Sunday, June 29, 2008

Open Source OCR on a Mac

Tesseract-OCR is an effective open source project from the mid-1990's. The actual character recognition is terrific, so it's not hard to get good results, and it's quite a time-saver.

But, it's not exactly turn-key. You need to:

1. download the source
2. compile it for a Mac
3. download a language file
4. copy it to the appropriate directory
5. run it on TIFF files that need to be renamed to a .tif extension.

Tesseract won't run unless you copy the language file to /usr/local/share/tessdata. Which is strange, because it uses it very irregularly. Most of the miss-read results are simple English words: you get "iist" instead of "list", "lf" instead of "if". It makes you wonder how exactly it is applying this language file.

If you use a Mac utility like Textedit, or Word, or Open Office, the spell-checker can find and help you fix these in a matter of moments. But, still, it's irritating, when you have a long document. This software needs to be 'productized'.

So, the actual sequence:

1. go here, and download tesseract-2.03.tar.gz.

2. In a Terminal window (Applications->Utilities), find your download directory, cd there, and:

: gunzip  tesseract-2.03.tar.gz
: tar xvf tesseract-2.03.tar


3. cd to the tesseract-2.03 directory, then:

:./configure
:sudo make
:sudo make install


4. Go back here, and download tesseract-2.00.eng.tar.gz, then, find your download directory, and:

: gunzip tesseract-2.00.eng.tar.gz 
: tar xvf tesseract-2.00.eng.tar
: cd tessdata
: sudo bash
: cp * /usr/local/share/tessdata/


Then hit control-d to exit the sudo bash shell.

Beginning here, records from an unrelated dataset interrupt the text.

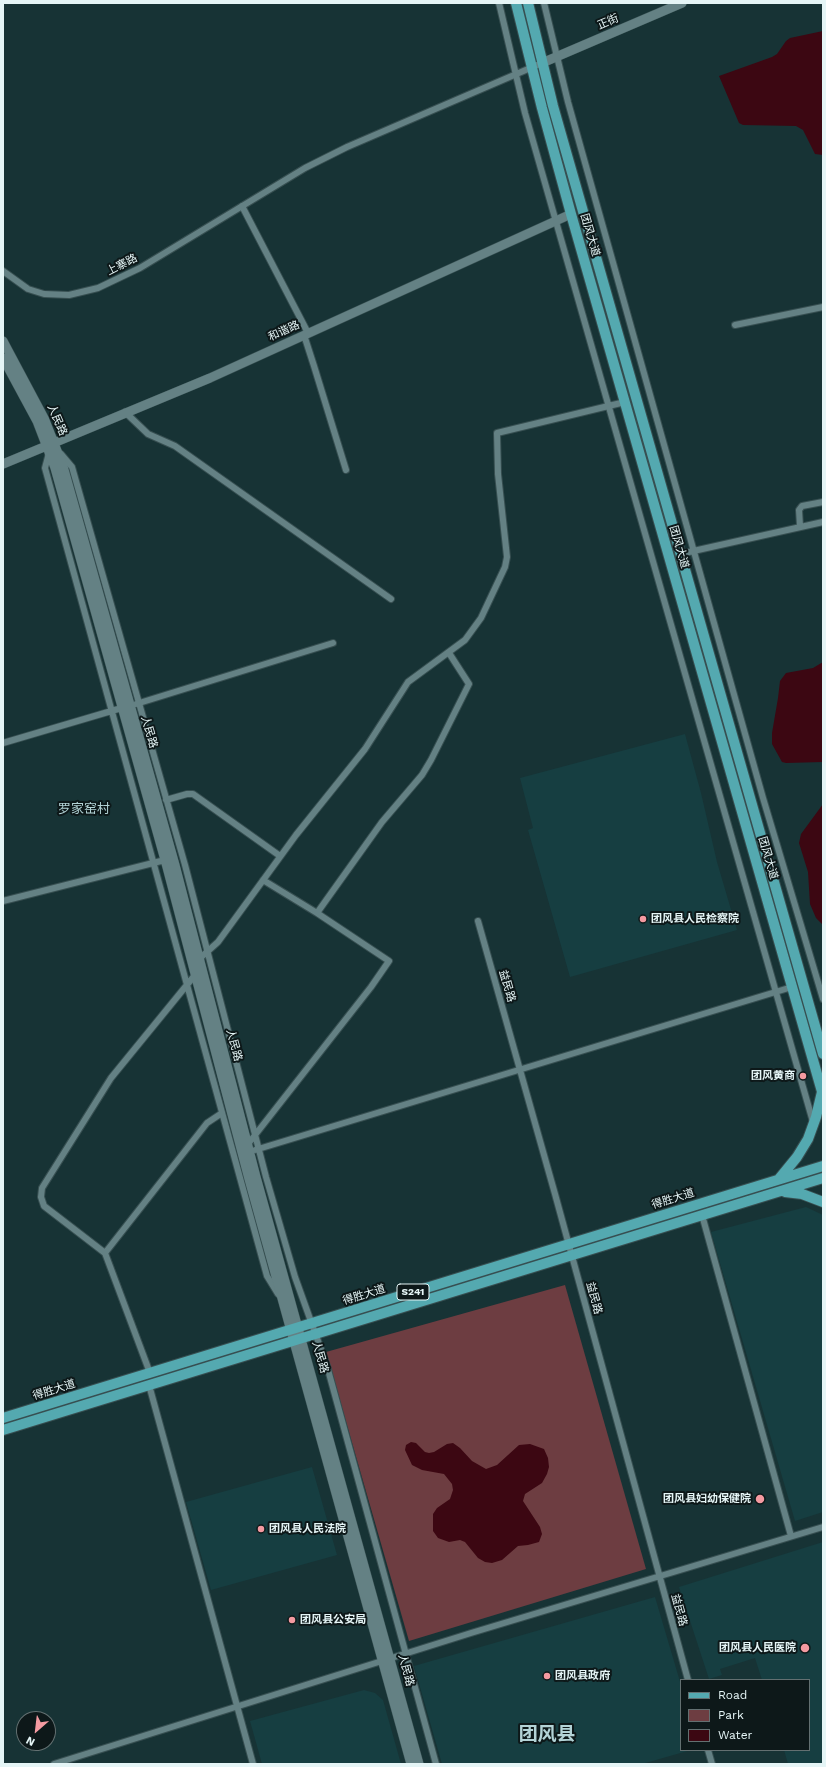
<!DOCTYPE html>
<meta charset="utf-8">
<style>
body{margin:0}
#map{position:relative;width:826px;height:1767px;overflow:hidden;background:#173335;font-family:"Work Sans",sans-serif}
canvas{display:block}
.frame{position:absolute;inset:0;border:4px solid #e5f5f6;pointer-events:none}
.legend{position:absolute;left:680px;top:1679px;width:130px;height:72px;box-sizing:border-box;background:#0d1819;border:1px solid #637071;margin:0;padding:5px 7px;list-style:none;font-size:12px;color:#e5f5f6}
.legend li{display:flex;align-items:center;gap:8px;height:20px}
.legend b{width:20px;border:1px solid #637071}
.north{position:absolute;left:16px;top:1711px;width:40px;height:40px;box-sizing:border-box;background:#0d1819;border:1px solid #637071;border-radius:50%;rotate:208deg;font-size:11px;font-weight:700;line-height:16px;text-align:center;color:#e5f5f6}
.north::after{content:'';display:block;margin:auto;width:14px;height:18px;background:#f49aa1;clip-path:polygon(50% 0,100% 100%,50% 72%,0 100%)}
</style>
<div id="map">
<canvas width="826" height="1767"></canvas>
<div class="frame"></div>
<ul class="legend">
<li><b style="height:5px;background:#54a9b0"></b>Road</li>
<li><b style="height:11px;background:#6d3d41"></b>Park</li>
<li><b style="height:11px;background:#3c0712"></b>Water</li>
</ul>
<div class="north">N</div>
</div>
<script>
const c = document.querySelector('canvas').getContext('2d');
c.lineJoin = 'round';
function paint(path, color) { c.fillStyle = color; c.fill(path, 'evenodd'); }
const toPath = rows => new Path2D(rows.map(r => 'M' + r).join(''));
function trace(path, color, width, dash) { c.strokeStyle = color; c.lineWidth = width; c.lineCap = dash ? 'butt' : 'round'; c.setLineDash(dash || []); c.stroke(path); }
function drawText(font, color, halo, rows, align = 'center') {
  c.font = font + ' "Work Sans","Noto Sans SC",sans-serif'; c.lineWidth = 4; c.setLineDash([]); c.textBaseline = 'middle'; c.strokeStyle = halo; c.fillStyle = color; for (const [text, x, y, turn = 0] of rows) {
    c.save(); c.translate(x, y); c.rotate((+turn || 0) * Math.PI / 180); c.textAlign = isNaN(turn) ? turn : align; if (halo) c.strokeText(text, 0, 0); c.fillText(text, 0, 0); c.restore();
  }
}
paint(toPath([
 [685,734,701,793,717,862,737,930,570,977,528,830,533,828,520,778],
 [806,1207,823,1215,823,1512,795,1521,711,1232],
 [312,1467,337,1555,211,1590,186,1502],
 [823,1542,823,1764,788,1764,784,1750,809,1750,809,1680,762,1680,755,1658,720,1669,722,1675,709,1679,679,1587],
 [655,1597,681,1685,681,1750,691,1750,642,1764,442,1764,414,1666],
 [364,1690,375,1693,383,1700,401,1764,262,1764,250,1721]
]), '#163e41');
paint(toPath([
 [565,1285,646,1569,409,1641,326,1352]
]), '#6d3d41');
paint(toPath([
 [823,31,823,155,815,154,803,130,796,126,743,125,739,123,719,76,772,57,777,54,786,41,790,38],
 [823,662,823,762,786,763,782,762,772,744,772,733,778,698,780,681,786,673,813,668],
 [823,804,823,925,816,918,810,904,808,872,799,843,801,834],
 [411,1442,416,1443,425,1452,429,1453,434,1452,447,1444,453,1443,460,1448,472,1461,486,1469,497,1465,519,1445,530,1444,544,1449,548,1458,549,1467,547,1474,542,1483,525,1494,523,1501,540,1527,542,1534,539,1542,528,1545,518,1546,502,1560,492,1563,485,1562,478,1558,465,1542,460,1540,449,1542,438,1538,433,1531,433,1514,437,1508,450,1499,453,1490,452,1484,444,1474,422,1470,412,1465,405,1450,406,1445]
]), '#3c0712');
const street = toPath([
 [499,3,525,113,813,1122],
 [544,3,568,102,763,798,823,999],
 [242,206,308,333],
 [3,271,28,289,44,294,69,295,98,288,140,268,305,168,347,147,542,63],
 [735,325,823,307],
 [304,335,314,366,346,470],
 [125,412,148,434,175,446,391,599],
 [49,453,45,468,267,1276,278,1294],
 [61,454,72,467,185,865,266,1177,295,1277,327,1366,436,1764],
 [800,526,799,510,802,506,823,502],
 [680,554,823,522],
 [136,704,333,643],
 [3,743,125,707],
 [166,800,187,794,193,794,280,856],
 [3,901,165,860],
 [317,913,382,822,422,775,431,760,469,684,449,653],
 [478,921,555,1194,688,1680],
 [199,959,218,942,296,835,365,749,408,682,465,640,481,618,505,567,507,557,498,474,497,433,625,402],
 [248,1144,371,987,389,961,317,913,263,880],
 [255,1150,792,987],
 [702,1215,791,1536],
 [105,1253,44,1206,41,1197,42,1188,111,1078,195,975],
 [150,1373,105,1253,207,1123,222,1113],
 [149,1385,253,1764],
 [708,1750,712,1764],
 [54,1764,471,1633,823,1527]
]);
const secondary = toPath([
 [542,63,682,3],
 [3,341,44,418,63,466,175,865,256,1177,419,1764],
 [3,358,37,421,55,468,167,867,249,1179,411,1764],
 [3,464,210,378,571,214]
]);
const primary = toPath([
 [516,3,542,108,571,214,823,1095],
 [528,3,553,106,823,1054],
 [779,1179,797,1157,808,1139,816,1117,822,1092],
 [785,1192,802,1194,823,1202],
 [3,1418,823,1166],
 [3,1430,823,1178]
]);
trace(street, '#374f51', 8);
trace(secondary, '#374f51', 10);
trace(primary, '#374f51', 12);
trace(street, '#648184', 6);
trace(secondary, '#648184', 9);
trace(primary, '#54a9b0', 10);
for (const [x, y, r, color] of [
 [643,919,4,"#f49aa1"],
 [803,1076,4,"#f49aa1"],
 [760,1499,5,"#f49aa1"],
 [261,1529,4,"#f49aa1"],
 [292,1620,4,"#f49aa1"],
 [805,1648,5,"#f49aa1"],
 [547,1676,4,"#f49aa1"]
]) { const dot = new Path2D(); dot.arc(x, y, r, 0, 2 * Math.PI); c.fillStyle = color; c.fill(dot); trace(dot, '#0d1819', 1.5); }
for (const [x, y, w] of [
 [413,1292,32]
]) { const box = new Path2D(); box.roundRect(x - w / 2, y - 8, w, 16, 3); c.fillStyle = '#0d1819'; c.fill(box); trace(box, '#e5f5f6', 1); }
drawText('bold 10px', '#e5f5f6', null, [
 ["S241",413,1292]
]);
drawText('11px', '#e5f5f6', '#0d1819', [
 ["正街",608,22,-23],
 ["团风大道",590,235,74],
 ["上寨路",122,265,-27],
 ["和谐路",284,331,-24],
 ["人民路",57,420,67],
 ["团风大道",679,547,74],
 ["人民路",149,732,74],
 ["团风大道",768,858,74],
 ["益民路",507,986,74],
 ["人民路",234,1045,75],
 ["得胜大道",673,1199,-17],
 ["得胜大道",364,1295,-17],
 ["益民路",594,1298,75],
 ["人民路",320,1357,74],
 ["得胜大道",54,1390,-17],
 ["益民路",679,1610,75],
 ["人民路",406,1670,75]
]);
drawText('bold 11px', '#e5f5f6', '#0d1819', [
 ["团风县人民检察院",651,919],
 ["团风黄商",795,1076,"right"],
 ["团风县妇幼保健院",751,1499,"right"],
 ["团风县人民法院",269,1529],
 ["团风县公安局",300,1620],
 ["团风县人民医院",796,1648,"right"],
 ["团风县政府",555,1676]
], 'left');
drawText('13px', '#b3d3d6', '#0d1819', [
 ["罗家窑村",84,809]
]);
drawText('bold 19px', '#b3d3d6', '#0d1819', [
 ["团风县",547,1734]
]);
</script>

Make a TIFF file, be sure it has a .tif extension, and then issue a command like this:

tesseract document-image.tif document-results


... and then you'll have text in document-results.txt

Works great. It should come standard with a Mac. With a graphic user interface. And some corrections to the language file use.

Sunday, June 15, 2008

Server heartbeat script

Simple bash script on Gnu/Linux or Unix system, to monitor the uptime of your server, and tell you, call you (well, text your cell phone) when something's wrong. I just call this one heartbeat:


#! /bin/sh -v
while true
do
if wget --no-dns-cache --no-proxy --delete-after google.com
then
if wget --no-dns-cache --no-proxy -t 1 -T 60 --delete-after \
your.domain's.IP.address/beat.php
then
echo "success"
else
echo "Heartbeat stopped" | mail -s "MACHINE DOWN" -c \
your@emailaddress.com \
yourphonenumber@txt.att.net; sleep 20m
fi
fi
sleep 10m
done



We need a server-side script ... the beat.php above:


<?php
header("Cache-Control: no-cache, must-revalidate"); // HTTP/1.1
header("Expires: Mon, 26 Jul 1997 01:00:00 GMT"); // Date in the past
?>

<!DOCTYPE HTML PUBLIC "-//W3C//DTD HTML 4.01 Transitional//EN"
"http://www.w3.org/TR/html4/loose.dtd">
<html>
<head>
<title>Beat</title>
</head>
<body>

<? print(Date("l F d, Y ... g:i A")); ?>

<br>
</body>
</html>



A few explanations:

* We hit Google first just to make sure the web is working. No sense queueing up an unecessary e-mail to yourself.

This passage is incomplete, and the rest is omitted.